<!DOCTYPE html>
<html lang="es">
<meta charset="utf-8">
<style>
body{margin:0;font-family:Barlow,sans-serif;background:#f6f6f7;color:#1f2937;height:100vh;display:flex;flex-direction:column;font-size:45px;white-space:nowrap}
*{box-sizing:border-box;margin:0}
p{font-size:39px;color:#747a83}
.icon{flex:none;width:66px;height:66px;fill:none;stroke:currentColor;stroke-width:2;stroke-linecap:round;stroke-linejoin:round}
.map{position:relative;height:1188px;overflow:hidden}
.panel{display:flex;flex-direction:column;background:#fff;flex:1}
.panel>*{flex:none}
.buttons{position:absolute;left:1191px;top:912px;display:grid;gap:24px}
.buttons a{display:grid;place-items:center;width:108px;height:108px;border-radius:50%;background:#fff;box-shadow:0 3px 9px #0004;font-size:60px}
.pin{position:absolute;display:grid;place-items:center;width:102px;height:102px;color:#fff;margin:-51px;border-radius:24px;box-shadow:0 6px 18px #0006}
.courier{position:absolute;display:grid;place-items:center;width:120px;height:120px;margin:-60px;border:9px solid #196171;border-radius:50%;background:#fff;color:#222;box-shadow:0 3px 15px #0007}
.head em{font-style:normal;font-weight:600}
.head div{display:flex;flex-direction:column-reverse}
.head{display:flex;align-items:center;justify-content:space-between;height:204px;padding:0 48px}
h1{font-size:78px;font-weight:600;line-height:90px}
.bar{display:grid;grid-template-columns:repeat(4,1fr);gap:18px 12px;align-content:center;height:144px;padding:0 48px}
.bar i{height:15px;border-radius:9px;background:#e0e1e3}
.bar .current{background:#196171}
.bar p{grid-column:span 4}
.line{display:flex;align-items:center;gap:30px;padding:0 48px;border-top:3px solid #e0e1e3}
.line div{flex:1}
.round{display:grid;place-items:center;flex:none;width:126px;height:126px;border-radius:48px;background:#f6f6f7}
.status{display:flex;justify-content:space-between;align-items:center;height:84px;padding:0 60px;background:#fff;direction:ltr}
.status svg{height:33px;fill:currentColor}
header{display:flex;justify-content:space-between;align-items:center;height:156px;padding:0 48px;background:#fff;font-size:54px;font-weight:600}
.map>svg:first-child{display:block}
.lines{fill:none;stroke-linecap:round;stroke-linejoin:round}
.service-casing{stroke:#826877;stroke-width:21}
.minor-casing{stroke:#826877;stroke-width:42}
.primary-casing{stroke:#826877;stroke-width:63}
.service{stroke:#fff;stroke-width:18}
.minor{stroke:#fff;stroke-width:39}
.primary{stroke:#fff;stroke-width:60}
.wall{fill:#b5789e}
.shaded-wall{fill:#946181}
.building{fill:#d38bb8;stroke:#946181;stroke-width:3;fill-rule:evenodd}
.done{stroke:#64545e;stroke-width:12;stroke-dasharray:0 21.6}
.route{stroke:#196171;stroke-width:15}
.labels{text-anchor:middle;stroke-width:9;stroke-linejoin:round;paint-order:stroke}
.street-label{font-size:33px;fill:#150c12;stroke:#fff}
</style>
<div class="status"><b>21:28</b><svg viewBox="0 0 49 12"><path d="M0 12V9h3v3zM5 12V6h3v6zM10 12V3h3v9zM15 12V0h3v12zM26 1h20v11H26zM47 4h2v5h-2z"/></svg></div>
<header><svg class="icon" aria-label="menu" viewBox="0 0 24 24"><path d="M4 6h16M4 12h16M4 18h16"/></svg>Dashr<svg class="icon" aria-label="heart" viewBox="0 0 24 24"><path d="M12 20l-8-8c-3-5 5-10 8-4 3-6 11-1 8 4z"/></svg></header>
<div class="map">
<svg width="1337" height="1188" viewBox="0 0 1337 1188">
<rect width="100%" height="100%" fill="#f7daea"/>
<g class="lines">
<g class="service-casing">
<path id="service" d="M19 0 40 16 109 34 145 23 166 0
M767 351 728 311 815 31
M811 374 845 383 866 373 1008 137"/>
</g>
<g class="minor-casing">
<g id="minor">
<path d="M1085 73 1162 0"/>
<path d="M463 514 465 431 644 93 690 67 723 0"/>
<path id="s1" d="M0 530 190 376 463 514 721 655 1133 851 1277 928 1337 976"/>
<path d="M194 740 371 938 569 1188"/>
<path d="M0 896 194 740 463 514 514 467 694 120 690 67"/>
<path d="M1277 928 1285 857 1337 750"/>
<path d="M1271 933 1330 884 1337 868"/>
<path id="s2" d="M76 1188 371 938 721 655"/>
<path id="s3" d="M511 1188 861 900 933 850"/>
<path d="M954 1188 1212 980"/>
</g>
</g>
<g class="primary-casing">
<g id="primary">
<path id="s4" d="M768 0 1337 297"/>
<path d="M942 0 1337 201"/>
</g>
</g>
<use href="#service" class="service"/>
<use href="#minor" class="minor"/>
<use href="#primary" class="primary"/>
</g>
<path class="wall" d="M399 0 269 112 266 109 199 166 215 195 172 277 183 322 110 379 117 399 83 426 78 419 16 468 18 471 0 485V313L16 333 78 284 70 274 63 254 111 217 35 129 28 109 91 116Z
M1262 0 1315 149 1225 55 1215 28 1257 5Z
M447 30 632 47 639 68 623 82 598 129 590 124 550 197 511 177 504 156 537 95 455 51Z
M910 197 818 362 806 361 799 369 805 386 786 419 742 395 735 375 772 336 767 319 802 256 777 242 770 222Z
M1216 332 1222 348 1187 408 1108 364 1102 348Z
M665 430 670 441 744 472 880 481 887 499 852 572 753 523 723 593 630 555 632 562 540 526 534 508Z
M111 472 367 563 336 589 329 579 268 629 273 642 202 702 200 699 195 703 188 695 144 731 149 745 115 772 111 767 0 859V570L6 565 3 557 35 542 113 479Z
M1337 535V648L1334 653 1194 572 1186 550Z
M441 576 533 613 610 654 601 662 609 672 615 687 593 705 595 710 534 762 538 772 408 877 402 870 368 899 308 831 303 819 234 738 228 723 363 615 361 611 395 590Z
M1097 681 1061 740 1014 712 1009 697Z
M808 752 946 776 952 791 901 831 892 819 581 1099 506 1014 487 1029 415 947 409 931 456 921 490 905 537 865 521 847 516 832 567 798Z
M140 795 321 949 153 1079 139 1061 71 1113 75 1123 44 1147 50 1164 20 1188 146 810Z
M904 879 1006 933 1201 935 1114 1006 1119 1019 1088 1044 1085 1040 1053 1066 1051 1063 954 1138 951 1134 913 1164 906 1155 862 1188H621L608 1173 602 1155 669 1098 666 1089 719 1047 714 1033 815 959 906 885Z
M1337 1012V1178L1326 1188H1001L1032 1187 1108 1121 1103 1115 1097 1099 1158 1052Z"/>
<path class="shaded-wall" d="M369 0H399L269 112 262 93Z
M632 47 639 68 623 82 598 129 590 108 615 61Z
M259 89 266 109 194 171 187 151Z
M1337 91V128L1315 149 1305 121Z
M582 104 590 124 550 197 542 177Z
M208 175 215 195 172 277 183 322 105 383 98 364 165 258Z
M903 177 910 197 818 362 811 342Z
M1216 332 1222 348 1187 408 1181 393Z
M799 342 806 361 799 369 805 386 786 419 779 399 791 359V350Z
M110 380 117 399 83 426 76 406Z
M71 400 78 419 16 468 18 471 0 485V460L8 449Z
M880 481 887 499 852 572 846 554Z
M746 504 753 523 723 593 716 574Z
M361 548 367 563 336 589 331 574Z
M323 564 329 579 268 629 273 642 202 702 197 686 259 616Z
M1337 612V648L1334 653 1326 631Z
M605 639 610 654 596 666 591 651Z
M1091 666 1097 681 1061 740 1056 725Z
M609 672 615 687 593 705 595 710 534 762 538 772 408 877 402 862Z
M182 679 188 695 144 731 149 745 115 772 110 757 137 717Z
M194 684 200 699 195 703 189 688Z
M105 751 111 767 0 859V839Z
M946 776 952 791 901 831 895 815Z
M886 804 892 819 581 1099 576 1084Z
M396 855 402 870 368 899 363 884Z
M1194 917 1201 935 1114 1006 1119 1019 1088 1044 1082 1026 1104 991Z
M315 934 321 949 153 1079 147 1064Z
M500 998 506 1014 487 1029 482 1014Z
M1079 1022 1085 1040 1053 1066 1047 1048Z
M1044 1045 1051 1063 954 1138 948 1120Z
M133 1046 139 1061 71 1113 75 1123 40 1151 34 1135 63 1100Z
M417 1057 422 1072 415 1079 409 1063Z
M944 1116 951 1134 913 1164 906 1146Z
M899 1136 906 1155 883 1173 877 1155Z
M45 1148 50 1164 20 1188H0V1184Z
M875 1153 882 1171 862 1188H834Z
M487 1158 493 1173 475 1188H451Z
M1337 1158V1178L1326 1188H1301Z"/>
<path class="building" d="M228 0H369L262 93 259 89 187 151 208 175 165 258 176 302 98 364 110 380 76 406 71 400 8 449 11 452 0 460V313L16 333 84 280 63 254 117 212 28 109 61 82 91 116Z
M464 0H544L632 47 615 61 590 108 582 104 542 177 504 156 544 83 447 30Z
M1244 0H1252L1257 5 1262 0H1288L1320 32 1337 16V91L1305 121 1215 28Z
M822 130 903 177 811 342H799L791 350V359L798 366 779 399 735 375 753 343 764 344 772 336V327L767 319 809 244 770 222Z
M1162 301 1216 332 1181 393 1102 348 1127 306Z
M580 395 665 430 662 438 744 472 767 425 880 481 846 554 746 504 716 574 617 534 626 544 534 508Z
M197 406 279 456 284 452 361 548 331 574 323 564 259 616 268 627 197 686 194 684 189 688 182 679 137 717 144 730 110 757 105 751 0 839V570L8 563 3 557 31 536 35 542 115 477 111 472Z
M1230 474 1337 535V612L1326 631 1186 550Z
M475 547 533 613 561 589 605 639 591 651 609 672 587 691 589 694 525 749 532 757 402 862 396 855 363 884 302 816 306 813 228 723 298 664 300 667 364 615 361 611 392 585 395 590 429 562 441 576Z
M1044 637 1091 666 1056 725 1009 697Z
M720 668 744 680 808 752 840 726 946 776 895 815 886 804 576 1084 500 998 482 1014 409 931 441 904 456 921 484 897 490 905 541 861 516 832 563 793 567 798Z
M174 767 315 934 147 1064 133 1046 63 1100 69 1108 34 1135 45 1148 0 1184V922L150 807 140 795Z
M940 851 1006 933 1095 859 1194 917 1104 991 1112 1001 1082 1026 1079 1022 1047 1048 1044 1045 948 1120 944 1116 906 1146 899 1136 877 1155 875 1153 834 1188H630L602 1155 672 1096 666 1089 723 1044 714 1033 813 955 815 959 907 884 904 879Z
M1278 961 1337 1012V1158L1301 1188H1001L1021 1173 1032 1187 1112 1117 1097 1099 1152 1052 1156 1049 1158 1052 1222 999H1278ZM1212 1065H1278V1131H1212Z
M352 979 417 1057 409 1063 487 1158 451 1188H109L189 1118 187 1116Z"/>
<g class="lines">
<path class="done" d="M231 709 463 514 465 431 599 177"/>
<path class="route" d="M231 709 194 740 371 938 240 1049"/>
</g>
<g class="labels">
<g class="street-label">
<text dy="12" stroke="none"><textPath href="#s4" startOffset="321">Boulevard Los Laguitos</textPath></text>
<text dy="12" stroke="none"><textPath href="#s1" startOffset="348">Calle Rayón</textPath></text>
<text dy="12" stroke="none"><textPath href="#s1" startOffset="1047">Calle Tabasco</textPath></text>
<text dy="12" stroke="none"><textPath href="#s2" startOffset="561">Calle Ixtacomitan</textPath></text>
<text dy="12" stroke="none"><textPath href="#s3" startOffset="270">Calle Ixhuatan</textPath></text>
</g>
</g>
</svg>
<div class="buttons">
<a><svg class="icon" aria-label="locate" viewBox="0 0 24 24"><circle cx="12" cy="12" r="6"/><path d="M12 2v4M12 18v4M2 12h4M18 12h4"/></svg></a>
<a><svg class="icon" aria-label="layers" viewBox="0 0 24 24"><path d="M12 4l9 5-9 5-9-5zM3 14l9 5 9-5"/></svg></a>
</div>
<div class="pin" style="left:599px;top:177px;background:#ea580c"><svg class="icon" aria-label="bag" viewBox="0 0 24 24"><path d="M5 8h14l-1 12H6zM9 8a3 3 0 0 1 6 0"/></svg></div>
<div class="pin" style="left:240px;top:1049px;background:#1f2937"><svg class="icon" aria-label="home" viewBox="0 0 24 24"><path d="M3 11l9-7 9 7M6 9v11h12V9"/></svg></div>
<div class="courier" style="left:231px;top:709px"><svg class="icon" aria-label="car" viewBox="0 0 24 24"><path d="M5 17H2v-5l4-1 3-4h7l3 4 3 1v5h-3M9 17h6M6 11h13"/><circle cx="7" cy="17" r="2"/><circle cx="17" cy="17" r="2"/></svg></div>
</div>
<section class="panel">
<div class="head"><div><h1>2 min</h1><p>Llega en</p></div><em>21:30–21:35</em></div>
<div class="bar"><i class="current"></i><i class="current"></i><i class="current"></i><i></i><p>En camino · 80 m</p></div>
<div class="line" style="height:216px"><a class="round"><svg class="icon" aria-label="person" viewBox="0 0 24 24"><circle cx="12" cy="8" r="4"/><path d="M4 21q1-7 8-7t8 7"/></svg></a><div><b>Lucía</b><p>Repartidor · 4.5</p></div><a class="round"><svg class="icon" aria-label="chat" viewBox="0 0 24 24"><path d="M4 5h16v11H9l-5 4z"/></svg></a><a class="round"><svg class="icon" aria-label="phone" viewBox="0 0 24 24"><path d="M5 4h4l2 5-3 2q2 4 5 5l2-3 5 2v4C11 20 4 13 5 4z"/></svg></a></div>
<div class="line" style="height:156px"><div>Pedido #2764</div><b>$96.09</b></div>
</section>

########################################

Copy exactly the stretch of data above from the line with "20l-8-8c-3-5 5-10 8-4" through the line with "M1097 681 1061 740 1014 712 1009 697Z", and omit all other lines.

<header><svg class="icon" aria-label="menu" viewBox="0 0 24 24"><path d="M4 6h16M4 12h16M4 18h16"/></svg>Dashr<svg class="icon" aria-label="heart" viewBox="0 0 24 24"><path d="M12 20l-8-8c-3-5 5-10 8-4 3-6 11-1 8 4z"/></svg></header>
<div class="map">
<svg width="1337" height="1188" viewBox="0 0 1337 1188">
<rect width="100%" height="100%" fill="#f7daea"/>
<g class="lines">
<g class="service-casing">
<path id="service" d="M19 0 40 16 109 34 145 23 166 0
M767 351 728 311 815 31
M811 374 845 383 866 373 1008 137"/>
</g>
<g class="minor-casing">
<g id="minor">
<path d="M1085 73 1162 0"/>
<path d="M463 514 465 431 644 93 690 67 723 0"/>
<path id="s1" d="M0 530 190 376 463 514 721 655 1133 851 1277 928 1337 976"/>
<path d="M194 740 371 938 569 1188"/>
<path d="M0 896 194 740 463 514 514 467 694 120 690 67"/>
<path d="M1277 928 1285 857 1337 750"/>
<path d="M1271 933 1330 884 1337 868"/>
<path id="s2" d="M76 1188 371 938 721 655"/>
<path id="s3" d="M511 1188 861 900 933 850"/>
<path d="M954 1188 1212 980"/>
</g>
</g>
<g class="primary-casing">
<g id="primary">
<path id="s4" d="M768 0 1337 297"/>
<path d="M942 0 1337 201"/>
</g>
</g>
<use href="#service" class="service"/>
<use href="#minor" class="minor"/>
<use href="#primary" class="primary"/>
</g>
<path class="wall" d="M399 0 269 112 266 109 199 166 215 195 172 277 183 322 110 379 117 399 83 426 78 419 16 468 18 471 0 485V313L16 333 78 284 70 274 63 254 111 217 35 129 28 109 91 116Z
M1262 0 1315 149 1225 55 1215 28 1257 5Z
M447 30 632 47 639 68 623 82 598 129 590 124 550 197 511 177 504 156 537 95 455 51Z
M910 197 818 362 806 361 799 369 805 386 786 419 742 395 735 375 772 336 767 319 802 256 777 242 770 222Z
M1216 332 1222 348 1187 408 1108 364 1102 348Z
M665 430 670 441 744 472 880 481 887 499 852 572 753 523 723 593 630 555 632 562 540 526 534 508Z
M111 472 367 563 336 589 329 579 268 629 273 642 202 702 200 699 195 703 188 695 144 731 149 745 115 772 111 767 0 859V570L6 565 3 557 35 542 113 479Z
M1337 535V648L1334 653 1194 572 1186 550Z
M441 576 533 613 610 654 601 662 609 672 615 687 593 705 595 710 534 762 538 772 408 877 402 870 368 899 308 831 303 819 234 738 228 723 363 615 361 611 395 590Z
M1097 681 1061 740 1014 712 1009 697Z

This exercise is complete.